Work order: Identify each line below that contains the word "none", and copy it out.

Data extract:
----

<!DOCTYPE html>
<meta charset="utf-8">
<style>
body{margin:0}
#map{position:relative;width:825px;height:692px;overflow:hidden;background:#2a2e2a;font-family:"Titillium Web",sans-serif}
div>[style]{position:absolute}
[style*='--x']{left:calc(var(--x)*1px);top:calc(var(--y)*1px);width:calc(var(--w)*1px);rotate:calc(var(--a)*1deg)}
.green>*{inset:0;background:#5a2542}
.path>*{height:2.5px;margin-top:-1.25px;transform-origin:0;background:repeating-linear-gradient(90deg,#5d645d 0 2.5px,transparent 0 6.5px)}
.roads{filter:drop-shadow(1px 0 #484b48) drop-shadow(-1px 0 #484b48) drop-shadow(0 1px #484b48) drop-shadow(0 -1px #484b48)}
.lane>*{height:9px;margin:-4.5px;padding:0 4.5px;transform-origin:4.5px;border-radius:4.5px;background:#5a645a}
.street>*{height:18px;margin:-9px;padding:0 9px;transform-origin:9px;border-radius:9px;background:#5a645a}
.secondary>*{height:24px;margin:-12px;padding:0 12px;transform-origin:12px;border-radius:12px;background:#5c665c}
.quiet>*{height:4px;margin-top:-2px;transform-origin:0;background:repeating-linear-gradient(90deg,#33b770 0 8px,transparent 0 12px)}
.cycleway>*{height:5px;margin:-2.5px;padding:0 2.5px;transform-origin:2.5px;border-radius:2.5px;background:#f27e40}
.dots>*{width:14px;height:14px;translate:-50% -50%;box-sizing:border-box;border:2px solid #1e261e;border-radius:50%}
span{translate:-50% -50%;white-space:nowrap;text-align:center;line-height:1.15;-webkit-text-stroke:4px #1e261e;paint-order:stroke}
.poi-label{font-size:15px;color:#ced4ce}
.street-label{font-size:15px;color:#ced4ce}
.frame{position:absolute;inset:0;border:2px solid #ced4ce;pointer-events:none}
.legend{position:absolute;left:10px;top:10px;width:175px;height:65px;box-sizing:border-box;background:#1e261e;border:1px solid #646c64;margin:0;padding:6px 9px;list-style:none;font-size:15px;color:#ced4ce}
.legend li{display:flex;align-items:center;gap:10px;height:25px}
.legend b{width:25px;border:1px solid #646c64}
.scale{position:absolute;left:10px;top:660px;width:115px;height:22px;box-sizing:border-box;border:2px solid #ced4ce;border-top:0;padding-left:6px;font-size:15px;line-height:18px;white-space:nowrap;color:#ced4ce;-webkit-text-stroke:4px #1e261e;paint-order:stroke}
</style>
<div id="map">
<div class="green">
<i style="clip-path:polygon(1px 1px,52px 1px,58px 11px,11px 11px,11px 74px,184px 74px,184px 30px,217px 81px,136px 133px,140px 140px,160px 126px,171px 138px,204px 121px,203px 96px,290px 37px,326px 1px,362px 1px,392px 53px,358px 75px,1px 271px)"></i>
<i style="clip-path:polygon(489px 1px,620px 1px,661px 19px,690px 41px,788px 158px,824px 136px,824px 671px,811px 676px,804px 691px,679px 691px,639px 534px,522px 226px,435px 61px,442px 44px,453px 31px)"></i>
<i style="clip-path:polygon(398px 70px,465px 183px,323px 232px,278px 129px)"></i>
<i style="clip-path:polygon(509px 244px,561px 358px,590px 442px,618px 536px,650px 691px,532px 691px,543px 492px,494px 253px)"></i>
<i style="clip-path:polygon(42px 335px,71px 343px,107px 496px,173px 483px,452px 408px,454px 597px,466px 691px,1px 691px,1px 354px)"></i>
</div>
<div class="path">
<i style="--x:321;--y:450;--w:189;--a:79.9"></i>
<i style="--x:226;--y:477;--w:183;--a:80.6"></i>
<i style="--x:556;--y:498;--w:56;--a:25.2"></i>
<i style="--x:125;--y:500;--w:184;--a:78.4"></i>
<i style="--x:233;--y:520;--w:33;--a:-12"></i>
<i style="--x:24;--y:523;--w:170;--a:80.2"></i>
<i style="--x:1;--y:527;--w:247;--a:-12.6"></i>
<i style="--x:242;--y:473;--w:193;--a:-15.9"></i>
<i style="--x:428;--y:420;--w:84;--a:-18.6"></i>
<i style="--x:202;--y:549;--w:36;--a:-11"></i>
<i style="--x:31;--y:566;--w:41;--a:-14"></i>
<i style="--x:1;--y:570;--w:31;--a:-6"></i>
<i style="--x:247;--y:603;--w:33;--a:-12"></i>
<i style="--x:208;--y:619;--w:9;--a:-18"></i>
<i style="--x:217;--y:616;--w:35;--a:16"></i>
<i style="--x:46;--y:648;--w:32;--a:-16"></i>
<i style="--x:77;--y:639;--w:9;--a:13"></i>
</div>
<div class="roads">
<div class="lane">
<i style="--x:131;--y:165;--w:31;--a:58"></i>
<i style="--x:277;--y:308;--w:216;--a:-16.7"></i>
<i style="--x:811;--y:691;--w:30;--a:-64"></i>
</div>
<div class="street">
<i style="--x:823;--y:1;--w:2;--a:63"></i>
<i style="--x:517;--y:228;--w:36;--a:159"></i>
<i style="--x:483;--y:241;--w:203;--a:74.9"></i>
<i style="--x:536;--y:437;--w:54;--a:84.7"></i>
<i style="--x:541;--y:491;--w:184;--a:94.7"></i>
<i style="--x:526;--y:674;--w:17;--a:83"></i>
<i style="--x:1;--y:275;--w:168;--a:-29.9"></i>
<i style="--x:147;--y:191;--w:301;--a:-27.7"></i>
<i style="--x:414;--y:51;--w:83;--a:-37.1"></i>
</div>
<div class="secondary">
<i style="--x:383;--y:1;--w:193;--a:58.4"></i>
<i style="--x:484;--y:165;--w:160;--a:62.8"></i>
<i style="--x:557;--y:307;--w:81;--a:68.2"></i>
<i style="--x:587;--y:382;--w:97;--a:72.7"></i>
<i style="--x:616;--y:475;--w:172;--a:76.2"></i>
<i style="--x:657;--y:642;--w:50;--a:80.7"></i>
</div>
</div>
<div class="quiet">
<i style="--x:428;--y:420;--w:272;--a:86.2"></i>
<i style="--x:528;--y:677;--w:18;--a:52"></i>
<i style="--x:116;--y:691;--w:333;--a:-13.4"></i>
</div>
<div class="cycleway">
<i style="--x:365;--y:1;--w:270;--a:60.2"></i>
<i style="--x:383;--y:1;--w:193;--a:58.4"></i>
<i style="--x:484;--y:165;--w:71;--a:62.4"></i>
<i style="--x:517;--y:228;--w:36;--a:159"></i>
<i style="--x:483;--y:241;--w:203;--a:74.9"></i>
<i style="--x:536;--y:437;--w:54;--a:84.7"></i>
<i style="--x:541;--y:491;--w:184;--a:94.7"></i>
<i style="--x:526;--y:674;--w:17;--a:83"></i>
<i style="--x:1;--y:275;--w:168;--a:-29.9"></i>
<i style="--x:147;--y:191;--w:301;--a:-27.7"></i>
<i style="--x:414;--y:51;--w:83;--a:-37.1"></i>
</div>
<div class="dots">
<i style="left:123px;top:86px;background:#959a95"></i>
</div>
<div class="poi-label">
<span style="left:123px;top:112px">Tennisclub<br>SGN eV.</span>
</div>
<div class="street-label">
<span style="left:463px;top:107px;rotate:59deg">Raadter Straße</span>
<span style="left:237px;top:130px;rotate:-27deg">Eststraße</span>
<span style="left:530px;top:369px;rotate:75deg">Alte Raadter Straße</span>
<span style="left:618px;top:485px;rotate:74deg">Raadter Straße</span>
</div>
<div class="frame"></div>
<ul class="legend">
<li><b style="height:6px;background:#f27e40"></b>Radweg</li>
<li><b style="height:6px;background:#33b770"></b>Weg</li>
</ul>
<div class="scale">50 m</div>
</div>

----

Your response:
.frame{position:absolute;inset:0;border:2px solid #ced4ce;pointer-events:none}
.legend{position:absolute;left:10px;top:10px;width:175px;height:65px;box-sizing:border-box;background:#1e261e;border:1px solid #646c64;margin:0;padding:6px 9px;list-style:none;font-size:15px;color:#ced4ce}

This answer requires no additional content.